How to split pages to new documents

mongooseBob · August 14, 2012, 5:51am

Hi there,

We are evaluating ASPOSE word to solve an issue we have where we need to be able to
a) Load up a .doc file
b) create a new file for each page in this .doc file
c) save the new one page doc as a .docx

This will be running as a windows service, using .net 4.0.

Are there any examples of doing this that you have, if indeed such a thing can be done with ASPOSE?

Many thanks

alexey.noskov · August 14, 2012, 11:52am

Hi
Thanks for your request. Unfortunately, there is no direct way to find where page starts or ends. MS Word document is flow document and does not contain any information about its layout into lines and pages. So there is no way to determine where page starts or ends using Aspose.Words.
However, as a workaround you can try using PageNumberFinder class suggested by Adam in this thread:
https://forum.aspose.com/t/58199
Best regards,

wuyanlin · January 10, 2013, 12:01am

Hi there,

I notice this split document topic which posted year age, and wonder if there is a solution for splitting requirement?
In another word, is it possible to split pages by page number, keep the format of each page as the source page, and save them as MS word files now?
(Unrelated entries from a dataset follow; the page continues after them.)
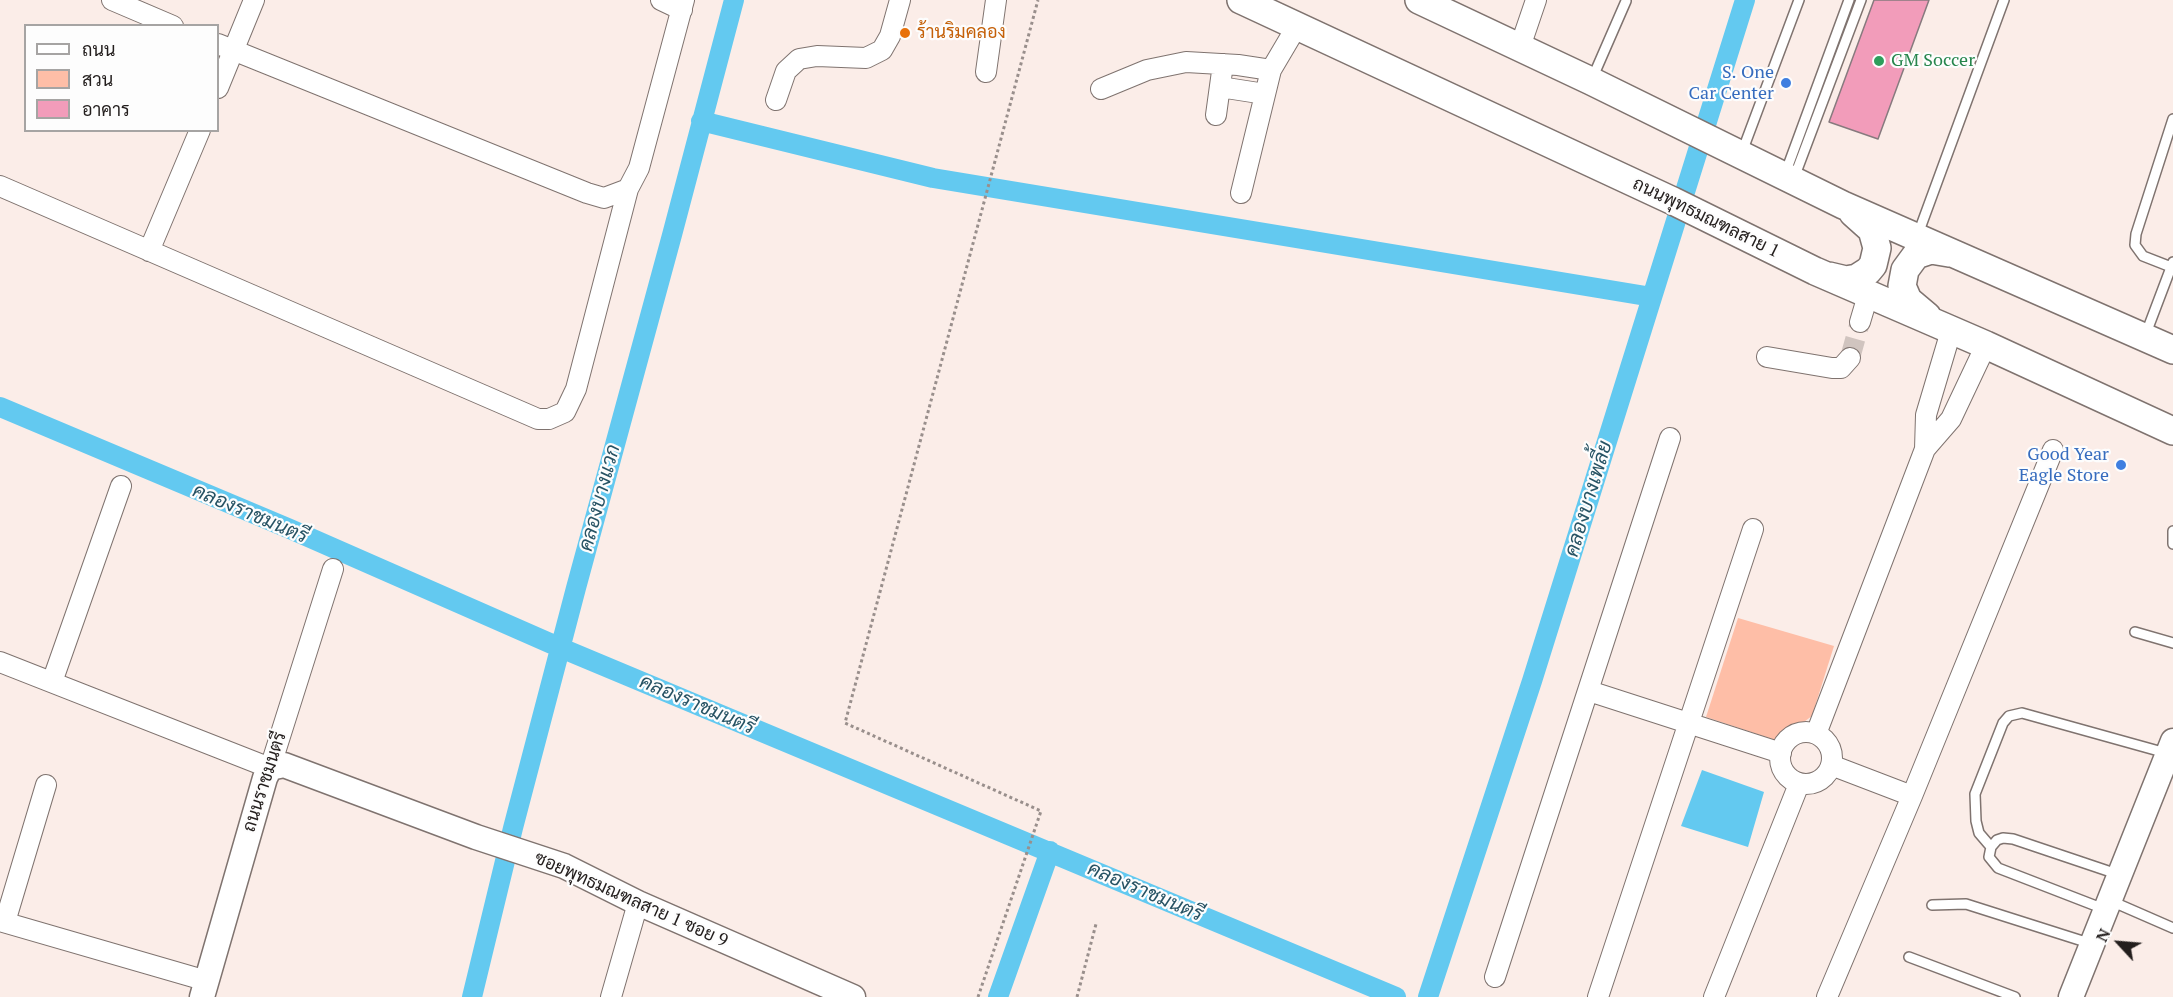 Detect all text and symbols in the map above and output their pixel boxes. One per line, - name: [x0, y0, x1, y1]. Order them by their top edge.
- place label: ร้านริมคลอง: [917, 22, 1006, 44]
- legend: [24, 24, 219, 132]
- marker: ร้านริมคลอง: [898, 26, 912, 40]
- text: ถนน: [82, 37, 115, 61]
- place label: GM Soccer: [1891, 50, 1975, 72]
- marker: GM Soccer: [1872, 54, 1886, 68]
- place label: S. One Car Center: [1688, 62, 1774, 104]
- text: สวน: [82, 67, 113, 91]
- marker: S. One Car Center: [1779, 76, 1793, 90]
- text: อาคาร: [82, 97, 130, 121]
- street label: ถนนพุทธมณฑลสาย 1: [1629, 173, 1783, 263]
- water label: คลองบางเพลี้ย: [1560, 438, 1618, 560]
- water label: คลองบางแวก: [574, 442, 626, 554]
- place label: Good Year Eagle Store: [2019, 444, 2109, 486]
- marker: Good Year Eagle Store: [2114, 458, 2128, 472]
- water label: คลองราชมนตรี: [189, 479, 311, 549]
- water label: คลองราชมนตรี: [636, 670, 758, 740]
- street label: ถนนราชมนตรี: [239, 729, 291, 835]
- street label: ซอยพุทธมณฑลสาย 1 ซอย 9: [531, 848, 731, 952]
- water label: คลองราชมนตรี: [1084, 857, 1206, 927]
- north arrow: [2089, 913, 2149, 973]
- text: N: [2090, 925, 2115, 945]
I have found a similar solution in forums here.
But I dont know how to achieve my requirment.

Would you please give me a hand?

Thank you for your time.

tahir.manzoor · January 10, 2013, 5:10am

Hi Yanlin,

Thanks for your inquiry. Word document is flow document and does not contain any information about its layout into lines and pages. Therefore, technically there is no “Page” concept in Word document.

Aspose.Words uses our own Rendering Engine to layout documents into pages and we have plans to expose layout information. Your request has been linked to the appropriate feature. You will be notified as soon as this feature is supported.

In the mean time you can try using the PageFinder code, please see the attachment. Using this code you can extract only the nodes in the page range you want. Please see the code below.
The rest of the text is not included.